STT — Speech-to-text¶

Stage: stt Manifest: ai-models/stt/manifest.json Runtime: asus4/onnxruntime-unity via Macoron/whisper.unity Language: English only (language = "en")

Whisper Small (flagship)¶

Targets: windows, macos, linux, ios, android_flagship. Lives under ai-models/stt/whisper-small/.

File	Size	SHA-256 (first 16 chars)	Format	Status
`encoder_model_quantized.onnx`	88 MB	`a43a83f3c5361cd5...`	ONNX INT8	ready
`decoder_model_merged_quantized.onnx`	149 MB	`ec07c3cbb64172c3...`	ONNX INT8	ready
`tokenizer.json`	2 MB	`27fc476bfe7f1729...`	Binary	ready
`config.json`	2 KB	`457854d452f17661...`	Binary	ready
`generation_config.json`	4 KB	`f538b28220c6a6d6...`	Binary	ready

Source: onnx-community/whisper-small — MIT licensed, license confirmed 2026-05-26.

Total Whisper Small: ~239 MB.

Whisper Tiny (Quest / low-end)¶

Targets: quest, android_lowend.

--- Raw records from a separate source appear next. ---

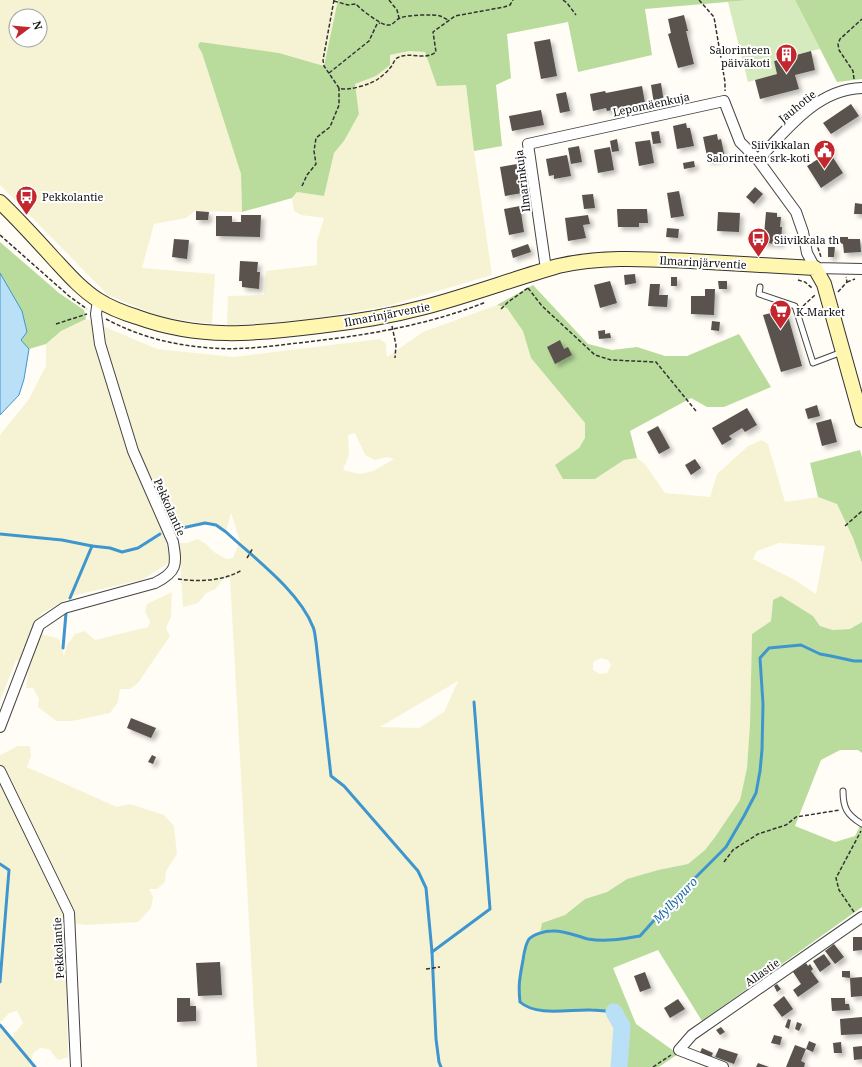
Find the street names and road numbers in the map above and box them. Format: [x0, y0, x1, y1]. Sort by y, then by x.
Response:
street label: Jauhotie [775, 86, 819, 126]
street label: Lepomäenkuja [611, 89, 691, 119]
street label: Ilmarinkuja [511, 149, 533, 213]
street label: Ilmarinjärventie [659, 252, 747, 272]
street label: Ilmarinjärventie [343, 298, 431, 330]
street label: Pekkolantie [151, 476, 189, 538]
street label: Pekkolantie [49, 917, 67, 979]
street label: Allastie [742, 955, 782, 989]

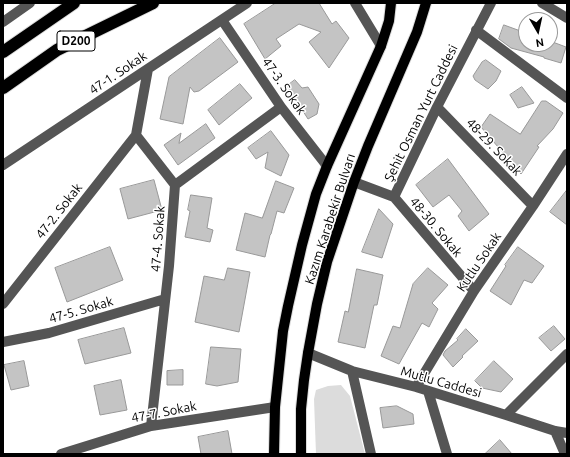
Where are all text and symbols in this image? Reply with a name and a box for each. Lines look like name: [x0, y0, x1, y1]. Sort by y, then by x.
north arrow: [518, 12, 558, 52]
road number: D200: [57, 31, 95, 51]
text: N: [535, 36, 545, 49]
street label: Şehit Osman Yurt Caddesi: [381, 42, 461, 184]
street label: 47-1. Sokak: [86, 48, 150, 98]
street label: 47-3. Sokak: [259, 54, 309, 118]
street label: 48-29. Sokak: [463, 115, 525, 179]
street label: Kazım Karabekir Bulvarı: [301, 152, 359, 286]
street label: 47-2. Sokak: [32, 180, 86, 242]
street label: 48-30. Sokak: [406, 194, 466, 260]
street label: 47-4. Sokak: [148, 205, 168, 273]
street label: Kutlu Sokak: [453, 229, 505, 295]
street label: 47-5. Sokak: [47, 293, 115, 327]
street label: Mutlu Caddesi: [399, 363, 483, 401]
street label: 47-7. Sokak: [130, 398, 198, 426]

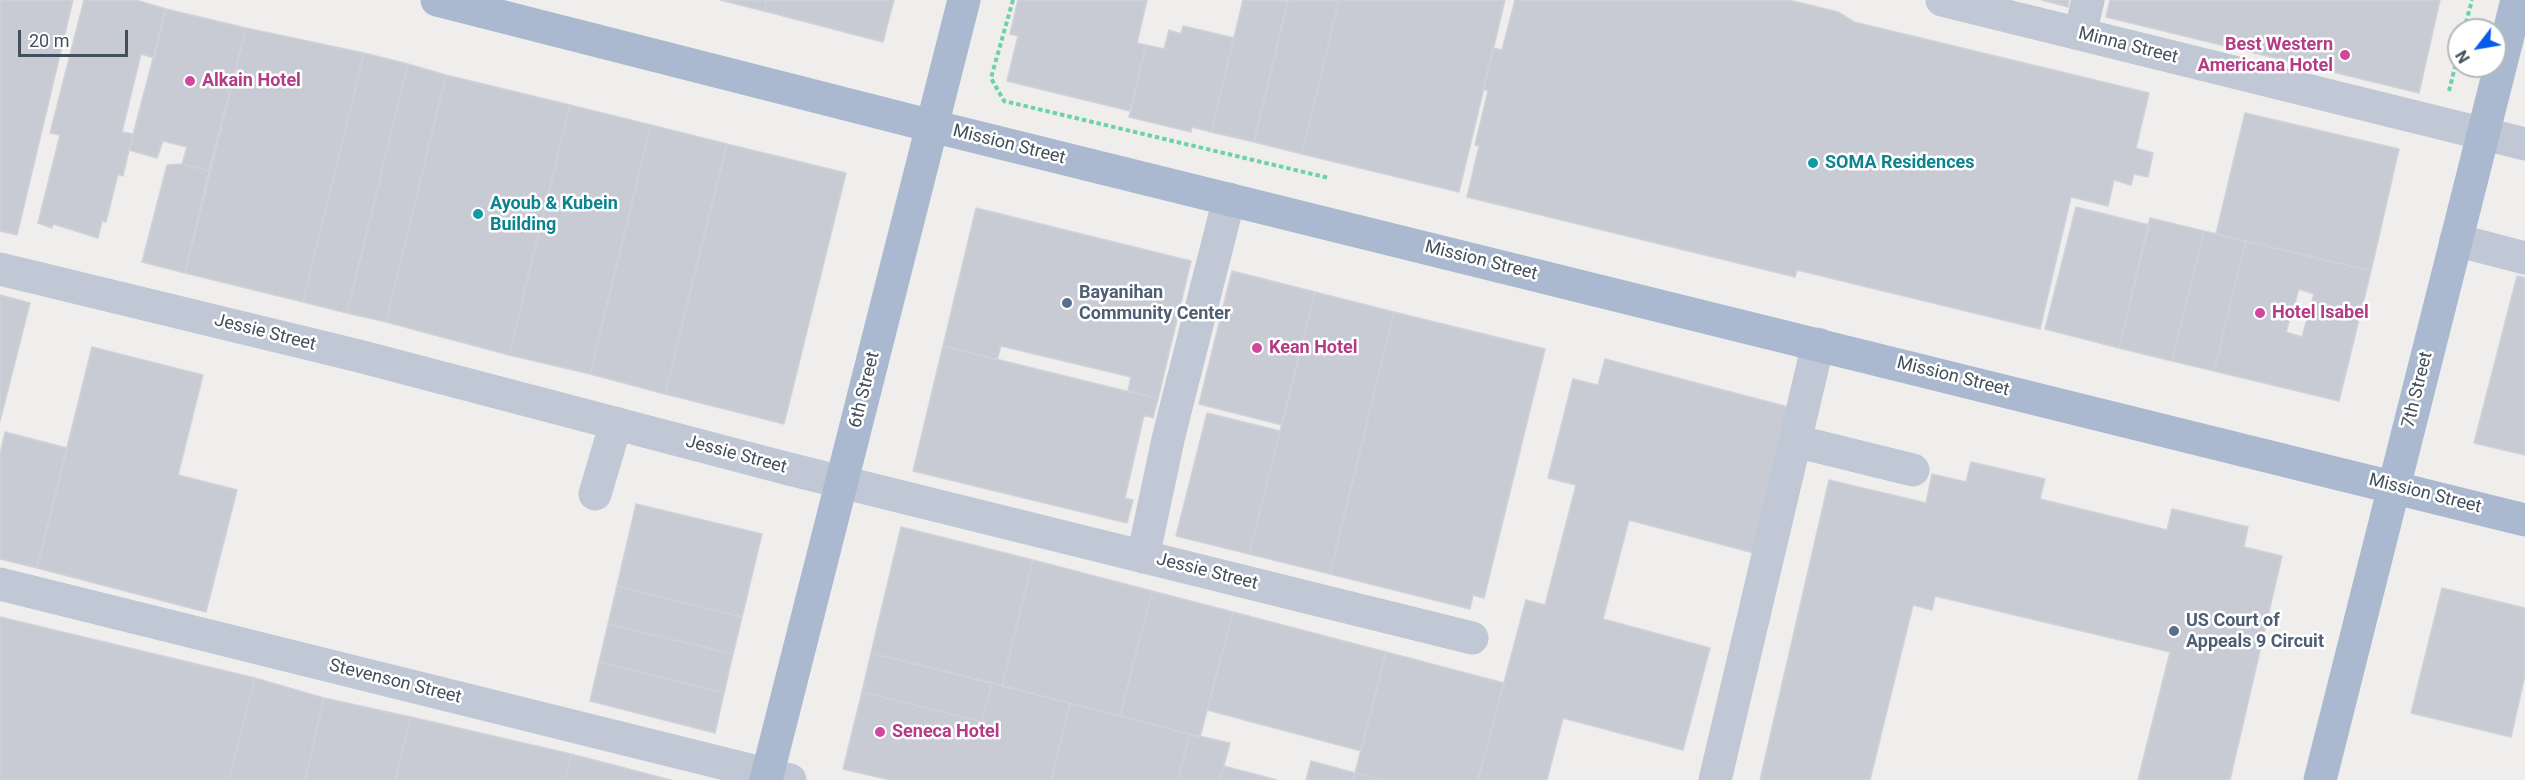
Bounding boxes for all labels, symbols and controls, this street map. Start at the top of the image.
scale bar [21,18,130,56]
north arrow [2447,18,2507,78]
street label: Minna Street [2076,23,2180,69]
text: 20 m [29,30,69,51]
place label: Best Western Americana Hotel [2198,34,2333,76]
text: N [2452,47,2474,66]
marker: Best Western Americana Hotel [2338,48,2352,62]
place label: Alkain Hotel [202,70,301,92]
marker: Alkain Hotel [183,74,197,88]
street label: Mission Street [950,121,1068,169]
place label: SOMA Residences [1825,152,1975,174]
marker: SOMA Residences [1806,156,1820,170]
place label: Ayoub & Kubein Building [490,193,618,236]
marker: Ayoub & Kubein Building [471,207,485,221]
street label: Mission Street [1422,237,1540,285]
place label: Bayanihan Community Center [1079,282,1231,324]
marker: Bayanihan Community Center [1060,296,1074,310]
place label: Hotel Isabel [2272,302,2369,324]
marker: Hotel Isabel [2253,306,2267,320]
street label: Jessie Street [212,310,318,356]
place label: Kean Hotel [1269,337,1358,359]
marker: Kean Hotel [1250,341,1264,355]
street label: 6th Street [845,350,885,430]
street label: 7th Street [2398,350,2438,430]
street label: Mission Street [1894,353,2012,401]
street label: Jessie Street [683,431,789,479]
street label: Mission Street [2366,470,2484,518]
street label: Jessie Street [1154,549,1260,595]
place label: US Court of Appeals 9 Circuit [2186,610,2324,652]
marker: US Court of Appeals 9 Circuit [2167,624,2181,638]
street label: Stevenson Street [327,655,463,709]
place label: Seneca Hotel [892,721,1000,743]
marker: Seneca Hotel [873,725,887,739]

Lives under ai-models/stt/whisper-tiny/.

File	Size	SHA-256 (first 16 chars)	Format	Status
`encoder_model_quantized.onnx`	10 MB	`2af4a414ca47aa30...`	ONNX INT8	ready
`decoder_model_merged_quantized.onnx`	29 MB	`25e807a962b63493...`	ONNX INT8	ready
`tokenizer.json`	2 MB	`27fc476bfe7f1729...`	Binary	ready
`config.json`	2 KB	`46aeea0a406afbeb...`	Binary	ready
`generation_config.json`	4 KB	`f5c67e5a4f7102f8...`	Binary	ready

Source: onnx-community/whisper-tiny — MIT licensed.

Total Whisper Tiny: ~43 MB.

The Whisper Tiny tokenizer is byte-identical to the Whisper Small tokenizer (sha256 matches) — all Whisper variants share one tokeniser.

LLM — Large language model¶

Stage: llm Manifest: ai-models/llm/manifest.json Runtime: undreamai/LLMUnity (wraps llama.cpp)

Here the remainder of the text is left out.